Tanovic reconoce que la confusión sobre ese pasado, sobre lo qué provocó la guerra y las heridas que aún no han cicatrizado, es uno de los signos de identidad de los bosnios. No hay mejor ejemplo que su película, tan inverosímil en su desarrollo dramático como burda en su discurso político. Tanovic es uno de esos falsos prestigios del cine europeo, gracias principalmente a una película, En tierra de nadie, que tuvo el don de la oportunidad (política). Desde entonces su carrera ha ido dando tumbos, lo que no ha impedido que todavía sea capaz de encontrar un hueco en la competición de Berlín.

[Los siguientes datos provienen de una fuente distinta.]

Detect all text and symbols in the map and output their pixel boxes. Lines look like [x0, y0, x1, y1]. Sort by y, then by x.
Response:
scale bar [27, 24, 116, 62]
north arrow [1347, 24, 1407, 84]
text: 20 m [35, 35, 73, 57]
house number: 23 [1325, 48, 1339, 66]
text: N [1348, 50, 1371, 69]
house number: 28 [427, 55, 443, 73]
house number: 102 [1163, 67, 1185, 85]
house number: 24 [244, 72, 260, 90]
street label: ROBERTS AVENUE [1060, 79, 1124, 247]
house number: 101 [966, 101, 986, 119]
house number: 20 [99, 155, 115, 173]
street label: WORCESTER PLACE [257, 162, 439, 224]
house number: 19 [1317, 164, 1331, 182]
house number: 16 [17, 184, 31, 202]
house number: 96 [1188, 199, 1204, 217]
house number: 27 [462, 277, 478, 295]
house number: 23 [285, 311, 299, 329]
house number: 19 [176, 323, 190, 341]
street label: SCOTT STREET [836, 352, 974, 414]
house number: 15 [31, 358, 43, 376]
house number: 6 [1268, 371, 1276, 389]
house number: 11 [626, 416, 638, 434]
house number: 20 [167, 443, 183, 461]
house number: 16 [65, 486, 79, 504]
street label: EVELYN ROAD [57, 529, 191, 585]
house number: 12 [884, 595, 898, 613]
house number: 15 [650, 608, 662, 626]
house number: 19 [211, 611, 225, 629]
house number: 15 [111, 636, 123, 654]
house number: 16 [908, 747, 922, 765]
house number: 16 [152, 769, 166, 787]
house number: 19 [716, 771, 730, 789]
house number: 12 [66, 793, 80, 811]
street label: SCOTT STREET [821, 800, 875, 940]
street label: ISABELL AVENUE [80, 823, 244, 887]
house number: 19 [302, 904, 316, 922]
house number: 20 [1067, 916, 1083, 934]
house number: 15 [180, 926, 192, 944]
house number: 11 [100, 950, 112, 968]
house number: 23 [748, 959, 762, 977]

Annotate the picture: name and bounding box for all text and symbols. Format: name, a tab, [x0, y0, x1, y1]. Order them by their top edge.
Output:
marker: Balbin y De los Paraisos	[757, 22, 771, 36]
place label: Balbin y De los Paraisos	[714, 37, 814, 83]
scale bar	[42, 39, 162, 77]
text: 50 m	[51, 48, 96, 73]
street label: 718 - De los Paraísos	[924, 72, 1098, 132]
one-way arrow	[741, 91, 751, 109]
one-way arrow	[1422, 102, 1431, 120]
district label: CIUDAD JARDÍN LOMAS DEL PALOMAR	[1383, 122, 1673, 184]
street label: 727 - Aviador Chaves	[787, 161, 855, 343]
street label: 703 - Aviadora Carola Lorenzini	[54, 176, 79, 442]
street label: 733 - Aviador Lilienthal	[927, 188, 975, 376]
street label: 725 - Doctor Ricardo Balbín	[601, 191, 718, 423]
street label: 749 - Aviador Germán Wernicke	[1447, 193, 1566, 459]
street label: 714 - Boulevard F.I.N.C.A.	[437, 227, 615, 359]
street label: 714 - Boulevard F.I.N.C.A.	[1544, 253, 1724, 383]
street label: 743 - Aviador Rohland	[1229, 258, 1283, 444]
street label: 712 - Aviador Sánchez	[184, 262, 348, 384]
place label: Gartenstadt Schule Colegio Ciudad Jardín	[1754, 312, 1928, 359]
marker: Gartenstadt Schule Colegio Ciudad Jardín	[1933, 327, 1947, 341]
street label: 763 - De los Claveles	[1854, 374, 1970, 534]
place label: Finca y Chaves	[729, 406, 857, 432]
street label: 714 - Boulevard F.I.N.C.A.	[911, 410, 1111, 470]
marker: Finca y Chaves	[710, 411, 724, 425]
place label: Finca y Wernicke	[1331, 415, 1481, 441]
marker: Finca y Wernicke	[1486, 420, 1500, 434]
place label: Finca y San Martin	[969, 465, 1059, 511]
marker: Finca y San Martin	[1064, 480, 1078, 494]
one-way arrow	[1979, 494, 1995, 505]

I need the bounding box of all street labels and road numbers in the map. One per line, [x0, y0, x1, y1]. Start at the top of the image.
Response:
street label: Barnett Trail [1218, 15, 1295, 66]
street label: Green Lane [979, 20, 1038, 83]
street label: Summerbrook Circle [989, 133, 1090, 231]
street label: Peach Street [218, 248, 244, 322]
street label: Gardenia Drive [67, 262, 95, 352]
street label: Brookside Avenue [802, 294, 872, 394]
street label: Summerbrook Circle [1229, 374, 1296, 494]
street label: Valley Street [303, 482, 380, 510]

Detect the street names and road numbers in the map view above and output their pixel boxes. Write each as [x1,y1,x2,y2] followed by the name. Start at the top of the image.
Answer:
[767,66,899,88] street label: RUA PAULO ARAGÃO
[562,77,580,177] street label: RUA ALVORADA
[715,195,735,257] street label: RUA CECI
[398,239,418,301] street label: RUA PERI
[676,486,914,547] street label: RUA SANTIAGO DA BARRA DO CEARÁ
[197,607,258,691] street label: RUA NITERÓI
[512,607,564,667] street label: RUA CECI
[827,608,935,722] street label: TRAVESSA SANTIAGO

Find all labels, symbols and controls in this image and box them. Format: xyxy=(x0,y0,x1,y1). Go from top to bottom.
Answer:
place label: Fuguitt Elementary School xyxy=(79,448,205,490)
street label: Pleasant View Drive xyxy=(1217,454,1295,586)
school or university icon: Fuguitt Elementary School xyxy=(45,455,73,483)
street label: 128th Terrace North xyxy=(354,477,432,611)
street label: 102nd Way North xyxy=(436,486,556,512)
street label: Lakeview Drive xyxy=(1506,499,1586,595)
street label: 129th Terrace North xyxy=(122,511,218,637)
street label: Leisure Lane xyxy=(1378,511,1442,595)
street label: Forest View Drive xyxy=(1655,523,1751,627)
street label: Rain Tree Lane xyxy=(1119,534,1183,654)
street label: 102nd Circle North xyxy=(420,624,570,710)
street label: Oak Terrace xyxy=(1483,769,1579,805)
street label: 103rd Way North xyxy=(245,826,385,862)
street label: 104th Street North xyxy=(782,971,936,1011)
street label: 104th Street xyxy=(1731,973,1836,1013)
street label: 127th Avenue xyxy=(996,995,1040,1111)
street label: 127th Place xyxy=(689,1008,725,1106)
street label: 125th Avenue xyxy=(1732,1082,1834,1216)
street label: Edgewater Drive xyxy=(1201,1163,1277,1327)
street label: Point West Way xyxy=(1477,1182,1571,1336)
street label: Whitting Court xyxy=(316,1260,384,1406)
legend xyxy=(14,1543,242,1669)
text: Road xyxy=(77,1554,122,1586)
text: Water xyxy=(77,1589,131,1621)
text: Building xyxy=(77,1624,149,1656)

Cartas da guerra, del portugués Ivo M. Ferreira, sería su contrapunto. Otra película sobre el pasado, en su caso el pasado colonial portugués, sólo que altamente estilizada y que, al menos, no aspira a sermonearnos sobre el presente. Lo que no puede ser casualidad es que buena parte de las reseñas de la película de Ferreira coincidan en identificar sus dos principales inspiraciones, por un lado Tabú, de Miguel Gomes (las colonias africanas, el blanco y negro) y por el otro La delgada línea roja, de Terrence Malick (la lírica voz en off, la guerra). Hasta ahí llegan las comparaciones. Cartas da guerra no supera este estadio, el del modelo caligráfico, recreándose, eso sí, en la belleza de unos textos tomados de la obra homónima de Antonio Lobo Antunes.

Davies aburre con Emily Dickinson

Al menos la película de Ferreira constituiría una propuesta más que estimable de un cine literario verdaderamente plausible. Por el contrario, Terence Davies se embarca en el peligroso subgénero del biopic de escritor, a costa de Emily Dickinson, en A Quiet Passion. Las primeras escenas parecen apuntar a un dispositivo casi brechtiano, depurando los decorados (la película se desarrolla toda en interiores) y forzando la teatralidad de las interpretaciones. El espejismo dura unos pocos minutos. Poco a poco Davies se deja llevar por la riqueza de los textos literarios, preñando sus diálogos de réplicas y frases brillantes que se dirían esculpidas en mármol y que se repiten sin cesar.

Los intérpretes parecen tomarse en serio la pomposidad de estos diálogos y comienzan a sobreactuar, forzando todo lo que de melodramático tienen las peripecias de la vida de Dickinson. Cuesta imaginarse una película que traicione de manera más flagrante su propio título, una película tan contradictoria y fallida.